Графъ въ это время сидѣлъ молча, погруженный въ свои мечты.

Экипажъ быстро катился по ровной дорогѣ, которая по близости города содержалась въ исправности. Можетъ ли что сравниться съ путешествіемъ въ лѣтнюю лунную ночь! Они ѣхали вдоль рѣки, освѣщенной серебристымъ свѣтомъ; на тихой зеркальной поверхности едва замѣтно скользила лодка. Причудливыя очертанія горъ на противоположномъ берегу бросали мѣстами свои тѣни на воду. Экипажъ свернулъ въ сторону и дорога пошла лѣсомъ, который тянулся съ обѣихъ сторонъ.

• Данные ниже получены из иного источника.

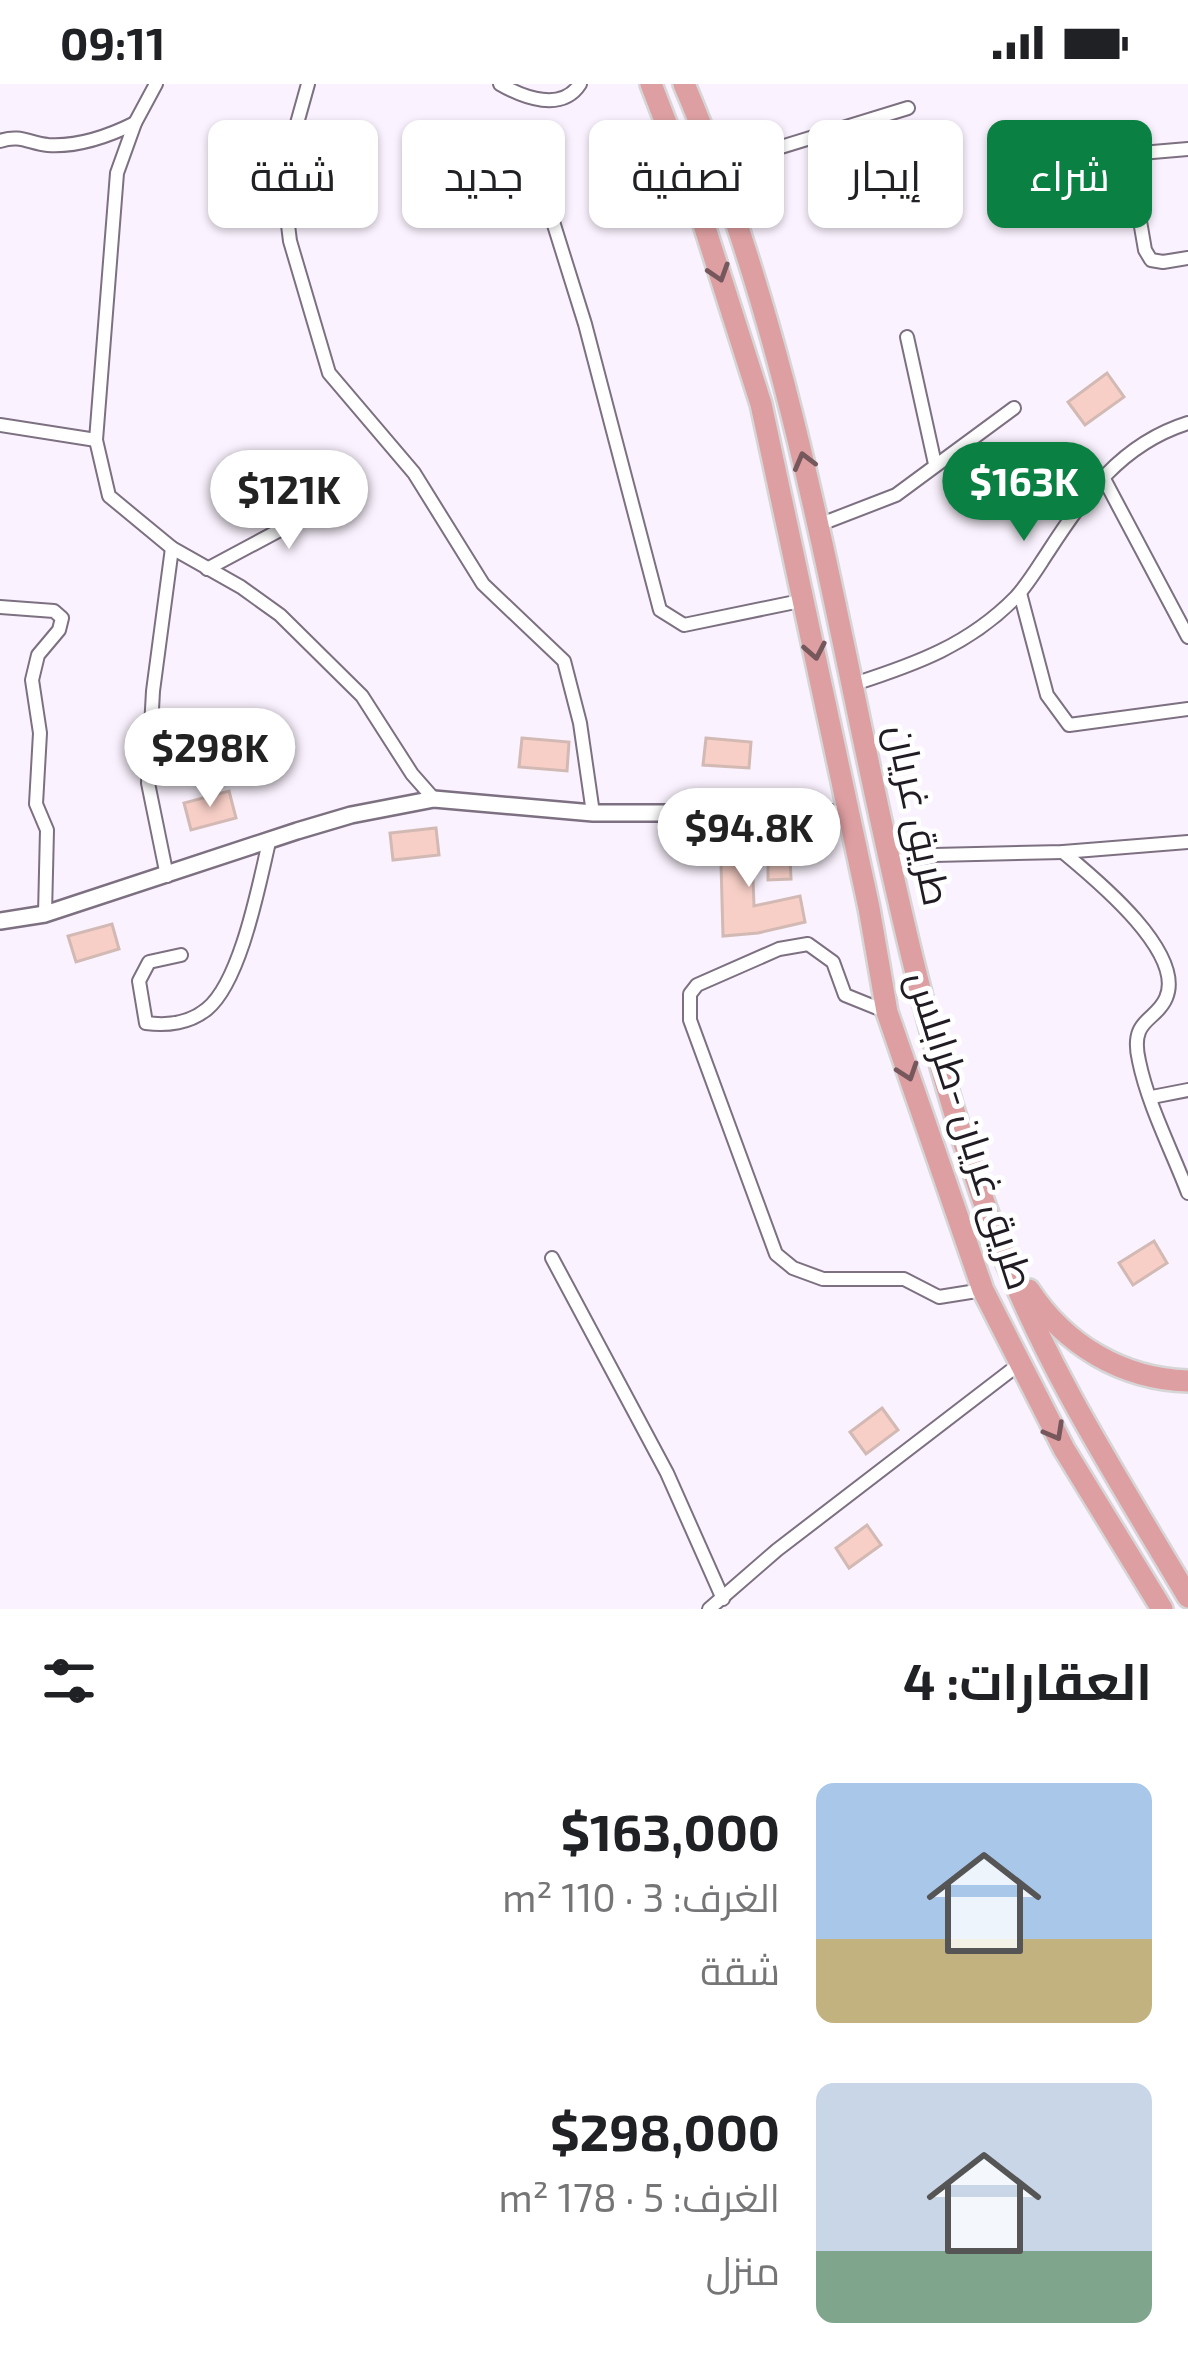 <!DOCTYPE html>
<html lang="ar">
<meta charset="utf-8">
<style>
:root{--surface:#fff;--page:#f6f6f6;--text:#202124;--muted:#757577;--accent:#0b8043}
body{margin:0;font-family:"Exo 2",Cairo,sans-serif;background:var(--page);color:var(--text);direction:rtl;height:100vh;display:flex;flex-direction:column;font-size:45px;white-space:nowrap}
*{box-sizing:border-box;margin:0}
p{font-size:39px;color:var(--muted)}
.icon{flex:none;width:66px;height:66px;fill:none;stroke:currentColor;stroke-width:2;stroke-linecap:round;stroke-linejoin:round}
.map{position:relative;height:1525px;overflow:hidden;direction:ltr}
.details{display:flex;flex-direction:column;background:var(--surface);flex:1}
.details>*{flex:none}
.banner{position:absolute;left:36px;top:36px;width:1116px;height:108px;direction:rtl;display:flex;gap:24px}
.price{position:absolute;translate:-50% -102px;padding:0 27px;border-radius:42px;background:#fff;color:#222;font-size:39px;line-height:78px;filter:drop-shadow(0 3px 6px #0008)}
.price::after{content:'';position:absolute;left:50%;top:72px;width:36px;height:27px;margin-left:-18px;background:inherit;clip-path:polygon(0 0,100% 0,50% 100%)}
.price.on{background:var(--accent);color:#fff}
ul{padding:0;list-style:none}
li{display:flex;align-items:center;gap:36px;height:300px;padding:0 36px}
li span{display:grid;place-items:center;flex:none;width:336px;height:240px;border-radius:18px;color:#555}
li>.icon{margin-inline-start:auto}
span .icon{width:144px;height:144px;fill:#fffc;stroke-width:1}
li b{font-size:51px}
h2{display:flex;justify-content:space-between;align-items:center;height:144px;padding:0 36px;font-size:51px}
.tag{padding:0 42px;border-radius:18px;background:var(--surface);box-shadow:0 3px 9px #0004;font-size:42px;line-height:108px}
.tag.on{background:var(--accent);color:#fff}
.status{display:flex;justify-content:space-between;align-items:center;height:84px;padding:0 60px;background:var(--surface);direction:ltr}
.status svg{height:33px;fill:currentColor}
.map>svg:first-child{display:block}
.building{fill:#f7cfc7;stroke:#d2b9b4;stroke-width:3}
.lines{fill:none;stroke-linecap:round;stroke-linejoin:round}
.minor-casing{stroke:#7c7081;stroke-width:16}
.tertiary-casing{stroke:#7c7081;stroke-width:20}
.trunk-casing{stroke:#d7d6d7;stroke-width:26}
.minor{stroke:#fff;stroke-width:12}
.tertiary{stroke:#fff;stroke-width:15}
.trunk{stroke:#de9fa2;stroke-width:21}
.oneway{stroke:#76575c}
.labels{text-anchor:middle;stroke-width:10;stroke-linejoin:round;paint-order:stroke}
.street-label{font-size:39px;fill:#211c23;stroke:#fff}
</style>
<div class="status"><b>09:11</b><svg viewBox="0 0 49 12"><path d="M0 12V9h3v3zM5 12V6h3v6zM10 12V3h3v9zM15 12V0h3v12zM26 1h20v11H26zM47 4h2v5h-2z"/></svg></div>
<div class="map">
<svg width="1188" height="1525" viewBox="0 0 1188 1525">
<rect width="100%" height="100%" fill="#faf2fe"/>
<g class="building">
<polygon points="1107,289 1124,313 1085,341 1068,318"/>
<polygon points="522,654 569,658 567,687 519,683"/>
<polygon points="706,654 751,658 749,684 703,681"/>
<polygon points="229,707 236,734 191,746 184,719"/>
<polygon points="751,742 754,822 800,812 805,838 758,849 723,852 720,743"/>
<polygon points="436,744 439,771 393,776 390,749"/>
<polygon points="790,773 791,795 768,796 768,774"/>
<polygon points="112,840 119,865 76,878 68,852"/>
<polygon points="1154,1157 1167,1179 1133,1201 1119,1179"/>
<polygon points="882,1324 898,1346 866,1370 850,1348"/>
<polygon points="867,1441 881,1461 849,1484 836,1464"/>
</g>
<g class="lines">
<defs>
<g id="minor">
<polyline points="156,0 135,39 117,89 96,356 109,412 172,464 241,503 280,531 362,612 412,690 434,715"/>
<polyline points="308,0 282,93 290,157 329,289 414,389 483,500 564,577 580,639 593,729"/>
<path d="M500,0c24,14 62,28 80,0"/>
<path d="M0,57c20,-7 29,2 48,4 31,2 61,-9 87,-22"/>
<polyline points="1188,65 1141,69 1130,79 1145,166 1151,176 1163,178 1188,174"/>
<polyline points="535,80 585,240 660,526 684,541 805,516"/>
<polyline points="719,82 908,24"/>
<polyline points="907,253 935,380"/>
<polyline points="0,341 96,356"/>
<polyline points="1103,393 1188,553"/>
<polyline points="821,440 896,411 1014,324"/>
<polyline points="207,485 349,409"/>
<polyline points="1020,509 1047,611 1069,641 1188,625"/>
<polyline points="0,523 54,527 62,534 59,546 38,571 32,596 40,649 36,720 47,746 45,830"/>
<path d="M854,600c62,-20 115,-39 162,-87 12,-13 22,-30 32,-45 37,-57 73,-108 140,-129"/>
<path d="M1063,768c30,25 123,100 103,146 -10,24 -37,20 -27,63 9,44 33,90 49,132"/>
<polyline points="891,778 934,771 1063,768 1188,758"/>
<polyline points="167,792 148,699 153,607 172,464"/>
<path d="M181,871l-32,7 -10,19 7,42c21,3 44,0 61,-14 34,-28 52,-125 62,-167"/>
<polyline points="887,928 845,911 833,878 808,860 779,865 697,901 690,910 690,936 776,1170 793,1184 823,1195 904,1195 939,1213 983,1206"/>
<polyline points="1152,1013 1188,1006"/>
<polyline points="552,1174 667,1389 723,1515"/>
<polyline points="709,1525 777,1466 1018,1281"/>
</g>
<polyline id="tertiary" points="0,837 45,830 297,747 351,731 434,715 593,729 847,729"/>
<g id="trunk">
<polyline points="651,0 699,125 761,320 869,824 887,928 983,1206 1064,1365 1162,1525"/>
<path d="M684,0c159,372 172,786 316,1162 48,125 120,236 188,351"/>
<path d="M1029,1206c36,55 93,89 159,91"/>
</g>
</defs>
<use href="#minor" class="minor-casing"/>
<use href="#tertiary" class="tertiary-casing"/>
<use href="#trunk" class="trunk-casing"/>
<use href="#minor" class="minor"/>
<use href="#tertiary" class="tertiary"/>
<use href="#trunk" class="trunk"/>
</g>
<defs><path id="oneway-chevron" d="M-2-3.5L2.5 0L-2 3.5" fill="none" stroke-width="1.6" stroke-linecap="round" stroke-linejoin="round" transform="scale(3)"/></defs>
<g class="oneway">
<use href="#oneway-chevron" transform="translate(719 189) rotate(72)"/>
<use href="#oneway-chevron" transform="translate(804 377) rotate(-105)"/>
<use href="#oneway-chevron" transform="translate(815 567) rotate(79)"/>
<use href="#oneway-chevron" transform="translate(908 988) rotate(71)"/>
<use href="#oneway-chevron" transform="translate(1055 1348) rotate(61)"/>
</g>
<g class="labels">
<g class="street-label">
<text transform="translate(919 731) rotate(78)" y="14">طريق غريان</text>
<text transform="translate(971 1046) rotate(72)" y="14">طريق غريان -طرابلس</text>
</g>
</g>
</svg>
<b class="price on" style="left:1024px;top:460px">$163K</b>
<b class="price" style="left:289px;top:468px">$121K</b>
<b class="price" style="left:210px;top:726px">$298K</b>
<b class="price" style="left:749px;top:806px">$94.8K</b>
<div class="banner">
<a class="tag on">شراء</a>
<a class="tag">إيجار</a>
<a class="tag">تصفية</a>
<a class="tag">جديد</a>
<a class="tag">شقة</a>
</div>
</div>
<section class="details">
<h2>العقارات: 4<svg class="icon" aria-label="filters" viewBox="0 0 24 24"><path d="M4 7h16M4 17h16"/><circle cx="9" cy="7" r="2"/><circle cx="15" cy="17" r="2"/></svg></h2>
<ul>
<li><span style="background:linear-gradient(#a9c7e8 65%,#c2b280 0)"><svg class="icon" aria-label="home" viewBox="0 0 24 24"><path d="M3 11l9-7 9 7M6 9v11h12V9"/></svg></span><div><b>$163,000</b><p>الغرف: 3 · 110 m²</p><p>شقة</p></div></li>
<li><span style="background:linear-gradient(#c9d6e8 70%,#7fa58c 0)"><svg class="icon" aria-label="home" viewBox="0 0 24 24"><path d="M3 11l9-7 9 7M6 9v11h12V9"/></svg></span><div><b>$298,000</b><p>الغرف: 5 · 178 m²</p><p>منزل</p></div></li>
</ul>
</section>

— Осторожнѣе! крикнулъ Рехбергеръ кучеру.

На большихъ дорогахъ тогдашней Богеміи сломанныя колеса и оси не были рѣдкостью. Если кому удавалось благополучно совершить ночную поѣздку, тотъ могъ смѣло сказать о себѣ, что онъ родился подъ счастливой звѣздой. Охотничій экипажъ ѣхалъ медленно; но колеса не разъ стукались о камни и древесные пни, не смотря на осторожность кучера. Безпрестанные толчки пробудили графа изъ его задумчивости.

— Что пользы думать о прошломъ! сказалъ онъ, обращаясь къ своему спутнику. — Когда вспомнишь людей, которые окружали тебя въ былое время, и свою собственную личность, то невольно спросишь себя: ты ли это и дѣйствительно ли произошло все то, что ты себѣ представляешь теперь? Мы много надѣлали глупостей, Рехбергеръ, и я не увѣренъ, не надѣлаемъ ли мы новыхъ. Мы, собственно, мѣняемъ только одно платье, и это называется жизнью…

Рехбергеръ тяжело вздохнулъ; онъ зналъ изъ долгаго опыта, что графъ, по его собственному сознанію, былъ всего серьезнѣе и разсудительнѣе, когда намѣревался сдѣлать или уже сдѣлалъ то, что онъ называлъ глупостью.

Графъ засмѣялся при вздохѣ честнаго слуги, такъ какъ значеніе этого вздоха было ему вполнѣ понятно; онъ выпрямился и потеръ себѣ глаза, какъ человѣкъ, только что пробудившійся отъ сна.

— Ты мнѣ ничего не писалъ о своей дочери, Рехбергеръ, но я надѣюсь, что она въ замкѣ.

Рехбергеръ не ожидалъ этого вопроса и не сразу нашелся, что отвѣтить.

— Да, ваше сіятельство, сказалъ онъ послѣ минутнаго молчанія. — Гедвига въ замкѣ; но она едва не выѣхала изъ него, благодаря Зденко.

— Очень радъ, что она осталась въ замкѣ. Мнѣ стало легче на душѣ, когда я узналъ это. Видишь ли, въ чемъ дѣло: я пригласилъ къ себѣ даму… было бы крайне неудобно, если бы дамѣ пришлось жить одной съ двумя мужчинами въ уединенномъ замкѣ.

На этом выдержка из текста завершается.